Top of GIVEN INFORMATION
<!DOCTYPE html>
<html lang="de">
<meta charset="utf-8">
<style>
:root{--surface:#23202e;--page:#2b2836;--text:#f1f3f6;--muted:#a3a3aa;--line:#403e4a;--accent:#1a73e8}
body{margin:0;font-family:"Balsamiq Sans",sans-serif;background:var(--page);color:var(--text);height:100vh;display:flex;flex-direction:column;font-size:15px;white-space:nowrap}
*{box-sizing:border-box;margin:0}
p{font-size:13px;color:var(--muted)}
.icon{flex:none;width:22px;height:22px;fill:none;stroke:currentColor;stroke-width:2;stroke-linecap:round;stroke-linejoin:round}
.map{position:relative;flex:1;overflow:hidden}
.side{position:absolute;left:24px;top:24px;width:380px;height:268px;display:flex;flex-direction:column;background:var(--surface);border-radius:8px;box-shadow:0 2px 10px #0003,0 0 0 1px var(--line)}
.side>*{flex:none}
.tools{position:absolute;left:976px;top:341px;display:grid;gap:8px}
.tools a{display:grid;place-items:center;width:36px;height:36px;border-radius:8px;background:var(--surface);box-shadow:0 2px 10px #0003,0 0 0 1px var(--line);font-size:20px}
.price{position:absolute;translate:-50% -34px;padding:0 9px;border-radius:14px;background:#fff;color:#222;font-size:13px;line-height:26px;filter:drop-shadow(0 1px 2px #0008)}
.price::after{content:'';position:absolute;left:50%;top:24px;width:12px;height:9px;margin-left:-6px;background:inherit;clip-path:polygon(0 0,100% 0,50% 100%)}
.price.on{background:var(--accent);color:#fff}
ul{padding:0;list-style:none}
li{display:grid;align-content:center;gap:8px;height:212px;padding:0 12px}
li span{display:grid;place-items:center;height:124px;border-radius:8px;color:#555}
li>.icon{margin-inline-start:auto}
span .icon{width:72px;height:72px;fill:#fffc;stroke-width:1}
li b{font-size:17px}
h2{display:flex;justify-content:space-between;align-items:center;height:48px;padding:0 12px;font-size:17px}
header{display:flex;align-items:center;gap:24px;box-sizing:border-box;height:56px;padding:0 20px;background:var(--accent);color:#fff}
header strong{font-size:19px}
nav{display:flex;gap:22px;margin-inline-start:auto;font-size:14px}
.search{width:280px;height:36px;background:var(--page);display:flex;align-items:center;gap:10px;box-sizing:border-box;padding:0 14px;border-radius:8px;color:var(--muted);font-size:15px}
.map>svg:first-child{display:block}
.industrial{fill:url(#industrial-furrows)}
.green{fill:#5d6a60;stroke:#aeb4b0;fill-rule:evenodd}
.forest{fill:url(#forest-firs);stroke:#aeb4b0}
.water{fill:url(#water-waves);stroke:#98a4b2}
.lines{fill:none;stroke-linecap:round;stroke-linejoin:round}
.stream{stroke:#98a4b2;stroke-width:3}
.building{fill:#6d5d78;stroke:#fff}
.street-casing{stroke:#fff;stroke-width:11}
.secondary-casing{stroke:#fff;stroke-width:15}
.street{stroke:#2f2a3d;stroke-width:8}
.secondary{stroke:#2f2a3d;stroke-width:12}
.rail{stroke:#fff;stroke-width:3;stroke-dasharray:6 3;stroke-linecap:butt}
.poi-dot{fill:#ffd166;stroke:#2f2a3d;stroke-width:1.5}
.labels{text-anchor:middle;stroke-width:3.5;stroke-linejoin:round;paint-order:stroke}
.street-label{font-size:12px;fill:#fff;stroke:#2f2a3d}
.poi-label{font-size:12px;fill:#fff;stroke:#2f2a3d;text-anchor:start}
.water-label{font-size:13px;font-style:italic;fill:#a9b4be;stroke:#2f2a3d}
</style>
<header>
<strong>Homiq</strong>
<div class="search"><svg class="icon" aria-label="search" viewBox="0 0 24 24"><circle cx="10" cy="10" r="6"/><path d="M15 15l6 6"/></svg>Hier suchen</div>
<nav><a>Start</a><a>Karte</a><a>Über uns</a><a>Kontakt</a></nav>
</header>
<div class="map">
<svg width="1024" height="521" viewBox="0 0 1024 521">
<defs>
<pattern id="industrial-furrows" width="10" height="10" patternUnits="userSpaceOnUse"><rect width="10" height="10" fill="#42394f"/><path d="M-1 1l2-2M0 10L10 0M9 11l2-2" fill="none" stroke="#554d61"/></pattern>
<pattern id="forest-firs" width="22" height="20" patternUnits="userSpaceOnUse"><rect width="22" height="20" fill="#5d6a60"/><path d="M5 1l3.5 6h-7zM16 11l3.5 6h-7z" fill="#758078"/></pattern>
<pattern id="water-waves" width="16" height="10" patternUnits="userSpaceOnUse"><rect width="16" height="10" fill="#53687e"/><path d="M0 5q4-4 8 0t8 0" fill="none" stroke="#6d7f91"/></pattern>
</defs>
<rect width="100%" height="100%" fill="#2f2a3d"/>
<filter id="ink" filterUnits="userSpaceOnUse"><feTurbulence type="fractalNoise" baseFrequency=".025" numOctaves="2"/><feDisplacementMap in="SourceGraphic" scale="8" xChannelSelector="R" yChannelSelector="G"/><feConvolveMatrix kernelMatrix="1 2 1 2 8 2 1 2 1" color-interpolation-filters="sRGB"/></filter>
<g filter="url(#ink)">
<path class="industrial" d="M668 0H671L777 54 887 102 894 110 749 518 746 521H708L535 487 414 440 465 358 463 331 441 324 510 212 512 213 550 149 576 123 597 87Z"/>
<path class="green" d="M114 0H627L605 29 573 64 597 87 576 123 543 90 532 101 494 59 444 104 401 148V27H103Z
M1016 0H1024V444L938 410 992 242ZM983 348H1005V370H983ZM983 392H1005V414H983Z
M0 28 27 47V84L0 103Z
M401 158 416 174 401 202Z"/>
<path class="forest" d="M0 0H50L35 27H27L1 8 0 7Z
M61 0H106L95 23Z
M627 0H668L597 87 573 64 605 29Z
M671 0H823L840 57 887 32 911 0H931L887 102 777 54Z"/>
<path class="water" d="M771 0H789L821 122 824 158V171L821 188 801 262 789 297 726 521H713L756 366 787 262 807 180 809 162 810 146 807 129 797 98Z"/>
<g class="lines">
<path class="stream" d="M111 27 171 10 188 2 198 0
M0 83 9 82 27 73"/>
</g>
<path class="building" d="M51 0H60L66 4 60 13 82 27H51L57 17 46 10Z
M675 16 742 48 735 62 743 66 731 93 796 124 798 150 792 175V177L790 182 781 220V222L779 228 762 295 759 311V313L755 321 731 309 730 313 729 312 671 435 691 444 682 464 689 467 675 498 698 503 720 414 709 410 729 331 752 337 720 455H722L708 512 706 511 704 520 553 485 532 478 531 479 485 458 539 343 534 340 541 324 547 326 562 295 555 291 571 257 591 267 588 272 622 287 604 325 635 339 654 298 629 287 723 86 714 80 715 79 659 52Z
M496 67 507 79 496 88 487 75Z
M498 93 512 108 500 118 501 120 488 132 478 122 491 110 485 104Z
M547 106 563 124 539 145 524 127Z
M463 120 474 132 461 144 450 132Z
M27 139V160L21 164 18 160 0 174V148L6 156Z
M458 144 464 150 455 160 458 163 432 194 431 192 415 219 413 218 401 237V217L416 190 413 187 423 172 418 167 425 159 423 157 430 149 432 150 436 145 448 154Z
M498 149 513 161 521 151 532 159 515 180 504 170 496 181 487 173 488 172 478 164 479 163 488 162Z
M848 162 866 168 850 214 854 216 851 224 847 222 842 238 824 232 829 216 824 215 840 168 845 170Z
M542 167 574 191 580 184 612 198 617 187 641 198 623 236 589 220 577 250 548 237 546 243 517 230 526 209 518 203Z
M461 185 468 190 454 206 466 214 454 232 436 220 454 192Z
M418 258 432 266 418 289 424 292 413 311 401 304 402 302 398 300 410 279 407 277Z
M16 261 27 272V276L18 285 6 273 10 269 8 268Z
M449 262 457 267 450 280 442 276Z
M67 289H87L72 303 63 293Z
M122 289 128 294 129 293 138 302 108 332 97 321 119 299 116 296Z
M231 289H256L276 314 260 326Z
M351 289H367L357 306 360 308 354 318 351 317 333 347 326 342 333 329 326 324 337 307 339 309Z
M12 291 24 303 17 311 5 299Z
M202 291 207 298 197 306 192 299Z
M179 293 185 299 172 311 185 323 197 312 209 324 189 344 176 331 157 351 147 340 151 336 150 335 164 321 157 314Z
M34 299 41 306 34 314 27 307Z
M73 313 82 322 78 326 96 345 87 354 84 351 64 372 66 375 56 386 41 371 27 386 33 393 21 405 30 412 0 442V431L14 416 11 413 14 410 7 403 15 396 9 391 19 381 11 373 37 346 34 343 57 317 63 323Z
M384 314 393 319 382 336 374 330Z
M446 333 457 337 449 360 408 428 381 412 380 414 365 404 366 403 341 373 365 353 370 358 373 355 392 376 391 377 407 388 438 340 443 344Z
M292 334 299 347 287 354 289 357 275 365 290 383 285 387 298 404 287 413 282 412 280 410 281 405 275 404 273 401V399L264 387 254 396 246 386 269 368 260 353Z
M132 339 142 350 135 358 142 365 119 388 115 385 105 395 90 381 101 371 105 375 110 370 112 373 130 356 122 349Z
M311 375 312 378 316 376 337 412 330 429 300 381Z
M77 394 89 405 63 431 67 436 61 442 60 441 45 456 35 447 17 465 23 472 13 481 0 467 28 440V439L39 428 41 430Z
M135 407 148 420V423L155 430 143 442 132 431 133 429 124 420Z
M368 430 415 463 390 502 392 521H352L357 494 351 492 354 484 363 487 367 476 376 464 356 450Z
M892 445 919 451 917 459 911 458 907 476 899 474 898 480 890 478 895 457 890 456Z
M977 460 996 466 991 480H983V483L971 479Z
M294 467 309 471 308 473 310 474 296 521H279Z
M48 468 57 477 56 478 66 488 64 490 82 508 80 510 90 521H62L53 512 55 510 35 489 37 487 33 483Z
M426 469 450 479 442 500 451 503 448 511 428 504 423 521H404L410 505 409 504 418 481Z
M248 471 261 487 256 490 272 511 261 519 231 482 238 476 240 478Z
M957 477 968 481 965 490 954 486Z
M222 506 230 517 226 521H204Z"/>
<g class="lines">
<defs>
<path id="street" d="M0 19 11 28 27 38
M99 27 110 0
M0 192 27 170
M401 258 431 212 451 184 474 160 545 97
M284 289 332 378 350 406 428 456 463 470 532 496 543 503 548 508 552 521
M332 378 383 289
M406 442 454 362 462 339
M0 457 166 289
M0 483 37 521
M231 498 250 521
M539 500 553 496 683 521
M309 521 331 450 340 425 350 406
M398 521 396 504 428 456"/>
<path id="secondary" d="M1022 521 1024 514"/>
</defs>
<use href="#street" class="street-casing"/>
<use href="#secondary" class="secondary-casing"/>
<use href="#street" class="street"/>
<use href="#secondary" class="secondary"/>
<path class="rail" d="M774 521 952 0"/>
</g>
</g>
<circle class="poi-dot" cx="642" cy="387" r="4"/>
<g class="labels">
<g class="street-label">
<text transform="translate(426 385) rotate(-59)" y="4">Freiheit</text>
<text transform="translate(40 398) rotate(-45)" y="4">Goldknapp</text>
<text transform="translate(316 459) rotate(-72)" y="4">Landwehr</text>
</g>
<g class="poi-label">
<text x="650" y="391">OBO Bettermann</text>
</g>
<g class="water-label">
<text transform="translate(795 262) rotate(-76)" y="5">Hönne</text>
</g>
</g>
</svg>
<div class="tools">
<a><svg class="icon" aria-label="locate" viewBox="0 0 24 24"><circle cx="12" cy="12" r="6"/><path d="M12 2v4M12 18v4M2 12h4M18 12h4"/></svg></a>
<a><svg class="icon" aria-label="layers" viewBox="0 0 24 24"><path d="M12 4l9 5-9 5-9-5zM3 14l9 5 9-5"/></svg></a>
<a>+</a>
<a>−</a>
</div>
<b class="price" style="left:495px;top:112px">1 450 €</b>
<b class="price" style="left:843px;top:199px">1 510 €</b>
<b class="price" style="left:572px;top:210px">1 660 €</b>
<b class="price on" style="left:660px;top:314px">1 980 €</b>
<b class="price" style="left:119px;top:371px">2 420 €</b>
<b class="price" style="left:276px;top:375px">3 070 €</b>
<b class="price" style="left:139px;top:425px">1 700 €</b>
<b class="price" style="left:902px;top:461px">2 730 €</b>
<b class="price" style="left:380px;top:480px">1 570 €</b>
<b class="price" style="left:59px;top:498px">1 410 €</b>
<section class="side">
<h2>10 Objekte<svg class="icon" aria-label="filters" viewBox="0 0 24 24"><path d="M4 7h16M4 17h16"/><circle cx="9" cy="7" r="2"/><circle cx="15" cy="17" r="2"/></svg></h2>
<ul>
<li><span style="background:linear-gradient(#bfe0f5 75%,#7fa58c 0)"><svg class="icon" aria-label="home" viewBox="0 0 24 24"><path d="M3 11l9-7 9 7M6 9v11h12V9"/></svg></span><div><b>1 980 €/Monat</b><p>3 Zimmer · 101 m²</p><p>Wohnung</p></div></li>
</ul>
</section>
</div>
Bottom of GIVEN INFORMATION
_WORK TO COMPLETE_: Report the tally of lines in the listing that carry the string "casing", and nothing else.

_RESPONSE FOR THIS EXERCISE_: 4